In sostanza il calcolo della parte variabile diventa più rigida, come ha spiegato l’assessore al Bilancio Maurizio Manzi. “Abbiamo introdotto diverse novità nei criteri di valutazione – spiega -. In primis si sono valutate le performance, individuando gli obiettivi perseguiti totalmente o parzialmente. Quest’ultimi non sono stati considerati dal punto di vista del calcolo delle premialità. Ad essere raggiunti sono stati il 57,75%, mentre i restanti 42,25% sono stati raggiunti solo parzialmente”. La performance del dirigente comprende diverse componenti: dalla capacità di recepire l’indirizzo politico della giunta al livello dei servizi erogati dal comparto.

Vi sono però anche altri parametri, come la capacità di gestione e ottimizzazione delle risorse umane, oppure i comportamenti manageriali. “Relativamente a questa voce, intendiamo in particolare la capacità dei dirigenti di fare programmazione, di fare reporting dell’attività svolta e di valutare il personale”.

Nell’ambito della valutazione vi è poi la componente relativa alla valutazione da parte del singolo assessore del settore nonché quella complessiva fatta dalla Giunta.

Per entrare nello specifico dei numeri – ha spiegato Manzi – nel 2014 il punteggio massimo ricevuto è stato del 76,2%, mentre quello minimo del 22,28. In termini economici ciò ha significato: nessuna indennità per tre dirigenti, 3.500 euro per due dirigenti, 7.000 euro per altri due e 8.200 euro per i restanti sette. In totale quindi del fondo disponibile, pari a 141mila euro, solo 74mila sono stati erogati.

Un calo dovuto al minor rendimento da parte dei dirigenti o semplicemente dall’inasprirsi del sistema di valutazione? Come spiega il segretario comunale Pasquale Criscuolo, “sicuramente i criteri ora sono più stringenti. In secondo luogo, il 2014 è stato un anno particolare, in quanto è stato caratterizzato dall’avvicendamento dell’amministrazione, che ha comportato anche un nuovo schema organizzativo, con una redistribuzione degli obiettivi”.

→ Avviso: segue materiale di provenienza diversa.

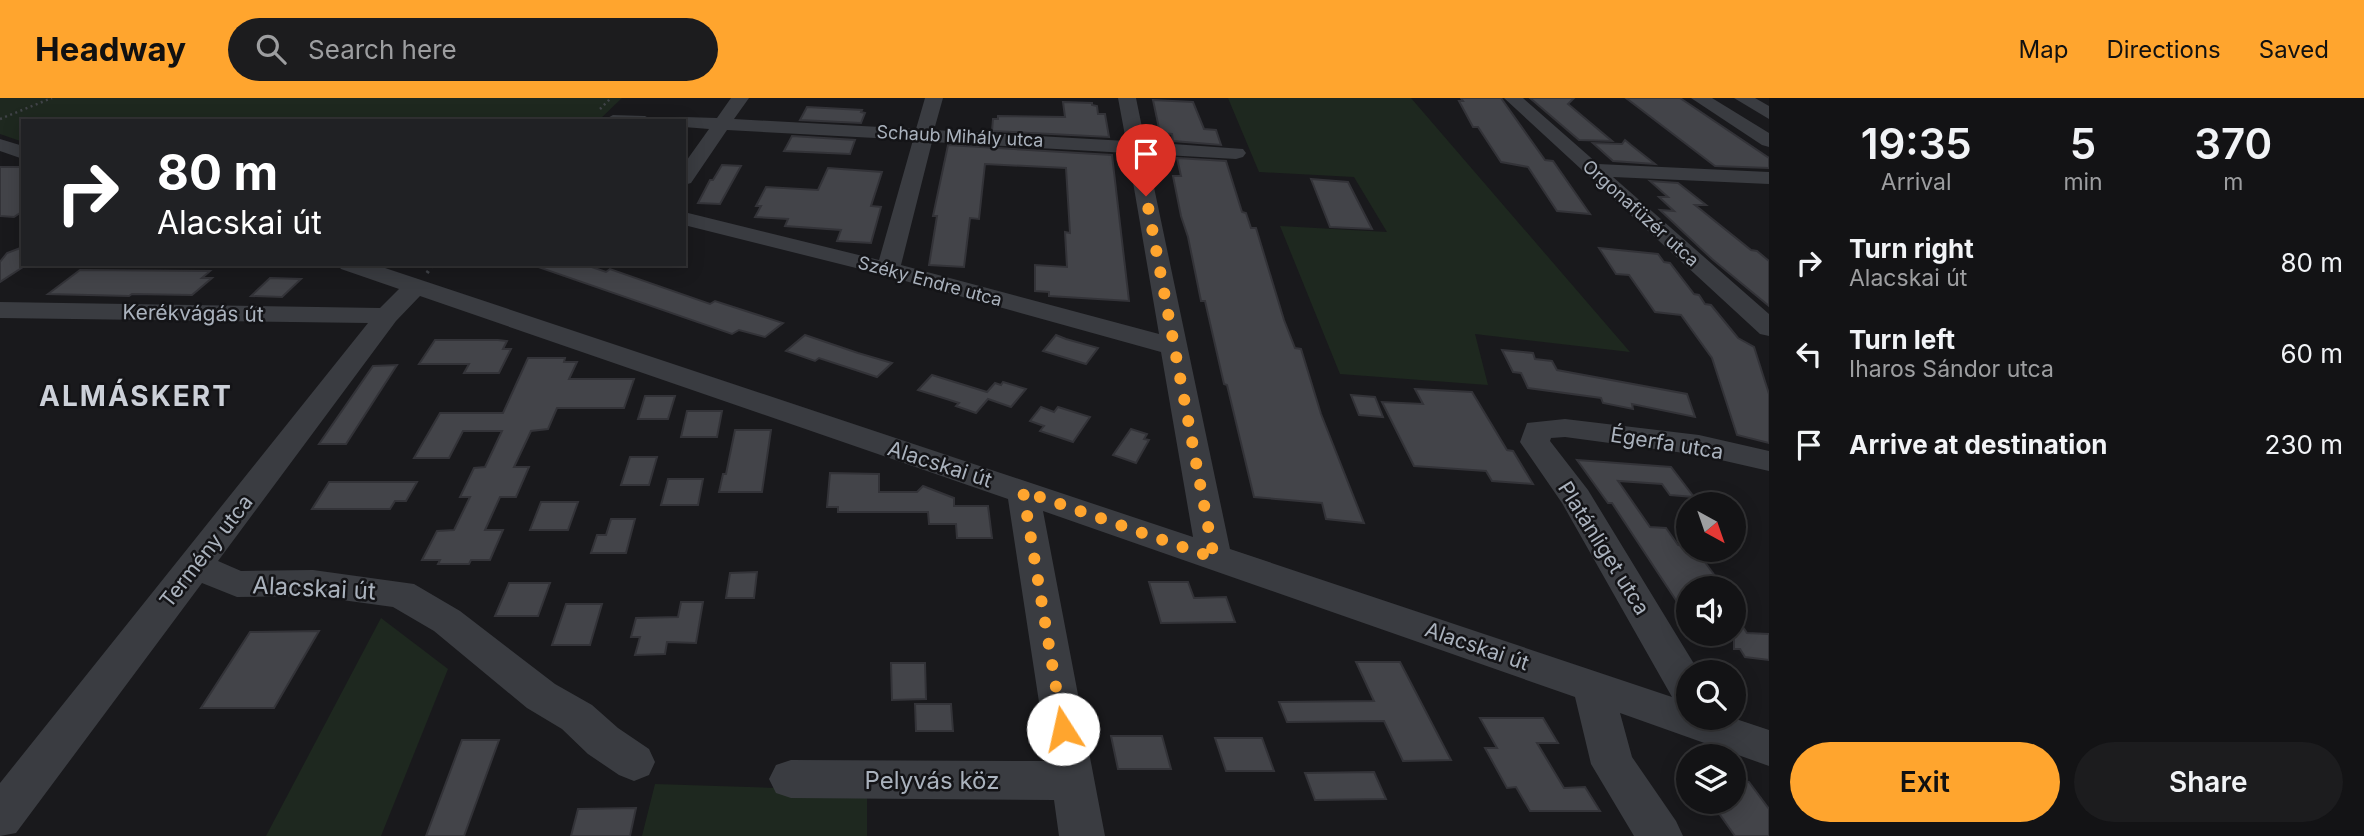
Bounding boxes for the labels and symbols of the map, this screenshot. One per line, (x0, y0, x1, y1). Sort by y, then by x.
street label: Schaub Mihály utca (876, 121, 1044, 151)
pin (1116, 124, 1176, 196)
street label: Orgonafüzér utca (1579, 155, 1703, 271)
street label: Széky Endre utca (856, 252, 1004, 310)
street label: Kerékvágás út (122, 299, 264, 327)
district label: ALMÁSKERT (39, 378, 233, 413)
street label: Égerfa utca (1609, 421, 1726, 464)
street label: Alacskai út (885, 435, 995, 493)
street label: Platánliget utca (1553, 477, 1655, 619)
street label: Termény utca (154, 490, 258, 612)
north arrow (1676, 492, 1746, 562)
street label: Alacskai út (252, 570, 377, 606)
street label: Alacskai út (1422, 617, 1532, 675)
position arrow (1026, 692, 1100, 766)
street label: Pelyvás köz (865, 766, 999, 795)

La fase di valutazione del 2014, dunque, va vissuta “come un importante opportunità per fare il punto su cosa funziona e su cosa vada invece migliorato” continua il segretario. “A questo proposito vi sono alcune cose su cui tutti dovranno lavorare: incrementare il predisio nelle fasi di programmazione e controllo, delegando maggiormente ai propri dipendenti le questioni di routine; prestare una maggiore attenzione alla gestione delle risorse umane; far crescere la propria struttura di competenza; prestare una maggiore attenzione alla gestione delle risorse economiche”. Anche a questo proposito partiranno a breve dei corsi di alta formazione per dirigenti e posizioni organizzative, in collaborazione con l’Università Cattolica. “Inoltre a partire da giovedì 17 settembre prenderanno il via degli incontri con tutto il personale dell’ente (650 dipendenti), divisi per settore: sarà un momento per illustrare la riorganizzazione, ma anche per ascoltare le proposte e istanze dei dipendenti” conclude Criscuolo.

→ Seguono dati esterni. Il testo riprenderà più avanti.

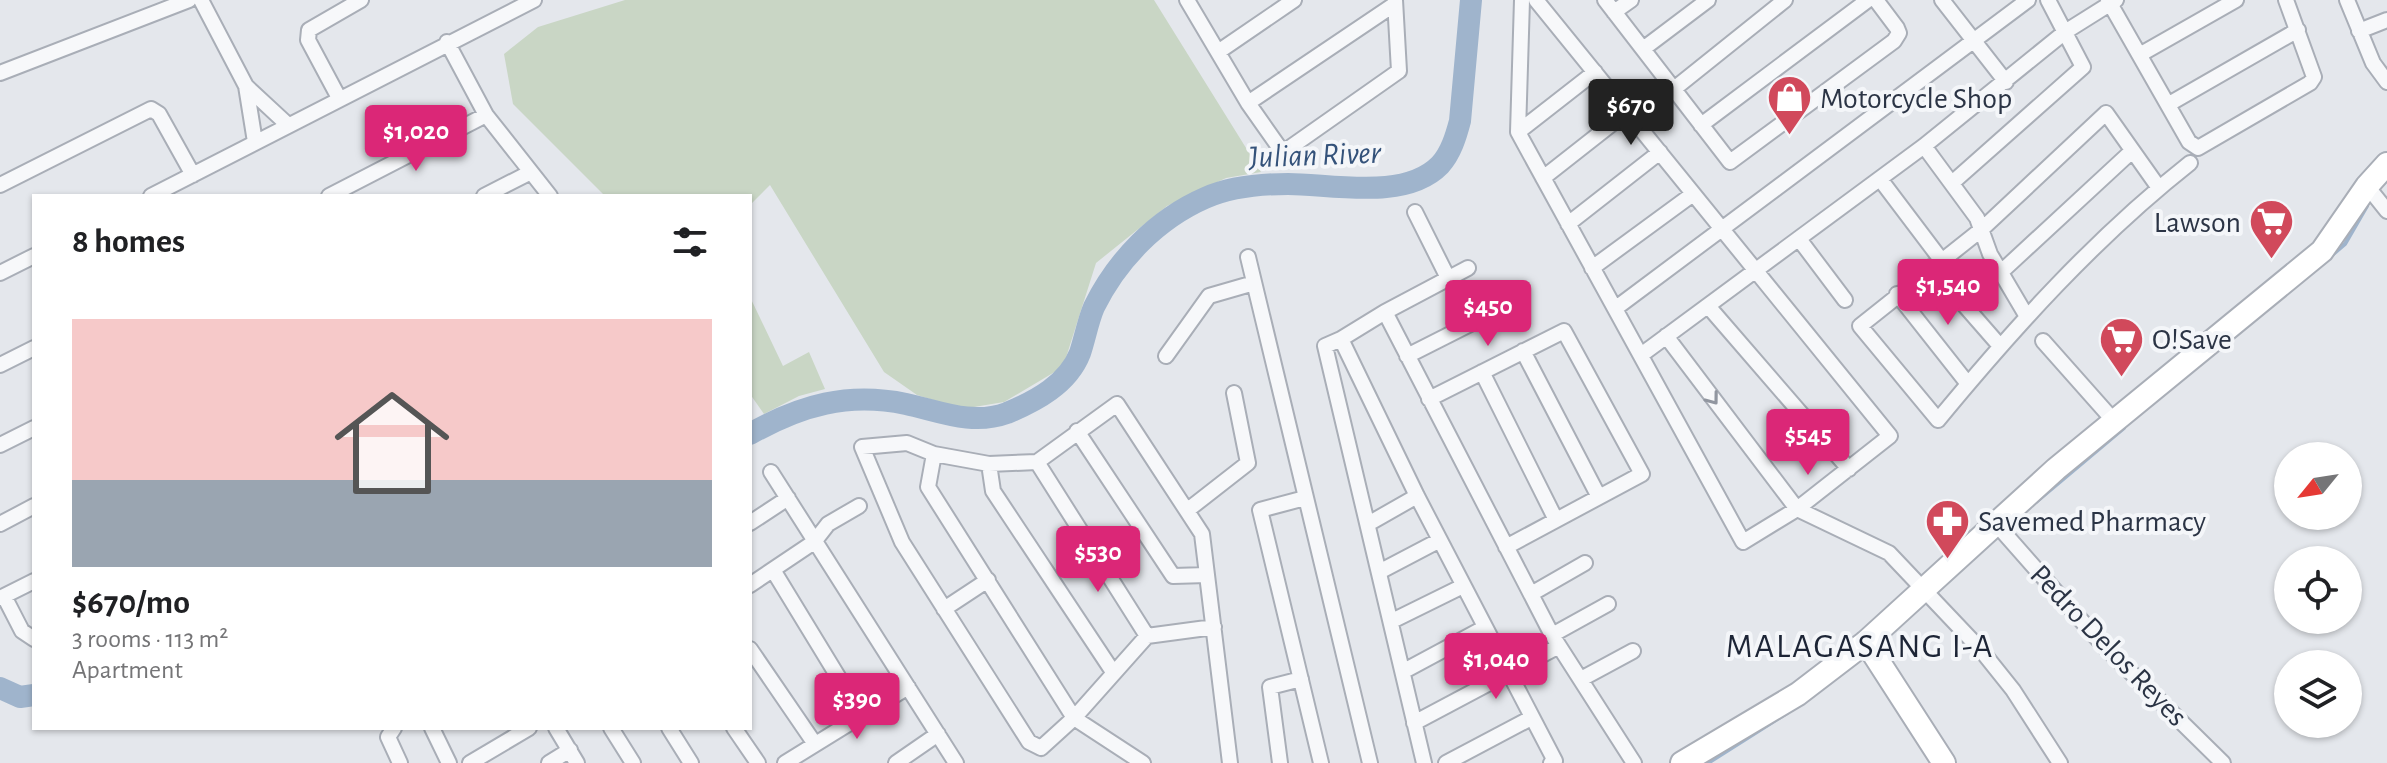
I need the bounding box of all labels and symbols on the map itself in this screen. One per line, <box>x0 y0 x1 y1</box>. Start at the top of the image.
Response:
shop icon: Motorcycle Shop <box>1765 74 1813 137</box>
pin: $670 <box>1584 79 1678 147</box>
place label: Motorcycle Shop <box>1820 84 2012 114</box>
pin: $1,020 <box>351 105 481 173</box>
water label: Julian River <box>1248 137 1383 173</box>
supermarket icon: Lawson <box>2248 198 2296 261</box>
place label: Lawson <box>2154 208 2241 238</box>
pin: $1,540 <box>1883 259 2013 327</box>
pin: $450 <box>1441 280 1535 348</box>
supermarket icon: O!Save <box>2097 315 2145 378</box>
place label: O!Save <box>2152 325 2232 355</box>
one-way arrow <box>1704 390 1718 404</box>
pin: $545 <box>1761 409 1855 477</box>
north arrow <box>2274 442 2362 530</box>
pharmacy icon: Savemed Pharmacy <box>1923 497 1971 560</box>
place label: Savemed Pharmacy <box>1978 507 2206 537</box>
pin: $530 <box>1051 526 1145 594</box>
street label: Pedro Delos Reyes <box>2024 559 2192 732</box>
district label: MALAGASANG I-A <box>1726 630 1994 664</box>
pin: $1,040 <box>1431 633 1561 701</box>
pin: $390 <box>810 673 904 741</box>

Nell’ambito della riorganizzazione il Comune ha evidenziato che le priorità dovranno essere il raggiungimento di un equilibrio di bilancio e il rispetto del patto di stabilità. A questo proposito nel conteggio dell’anno 2015 questa sarà la condizione che i dirigenti dovranno rispettare per avere accessi al premio di risultato. “Il mancato raggiungimento di questi obiettivi significa mancare l’obiettivo principale dell’ente” evidenzia Manzi. “Tutta la struttura dovrà quindi lavorare per spendre in modo più efficiente o comunque cercando di realizzare più cose con gli stessi importi”. Cambiano anche i criteri di valutazione di anticorruzione e trasparenza: “Il rispetto di queste normative non comporterà più un aumento di punteggio. Al contrario, il non rispetto comporterà l’applicazione di penalità, con una decurtazione di punti”.

L’assessore ha poi fatto il punto sulla riscossione dei tributi: gli evasori sono infatti in aumento, tanto che il Comune sta lavorando per il recupero dei crediti. In particolare, un grosso problema si rileva sulla Tari, che per il 2014 ha visto il mancato pagamento da parte di 5.000 soggetti (di cui 4.000 domestici), per un totale di 1,5 milioni di mancato introito.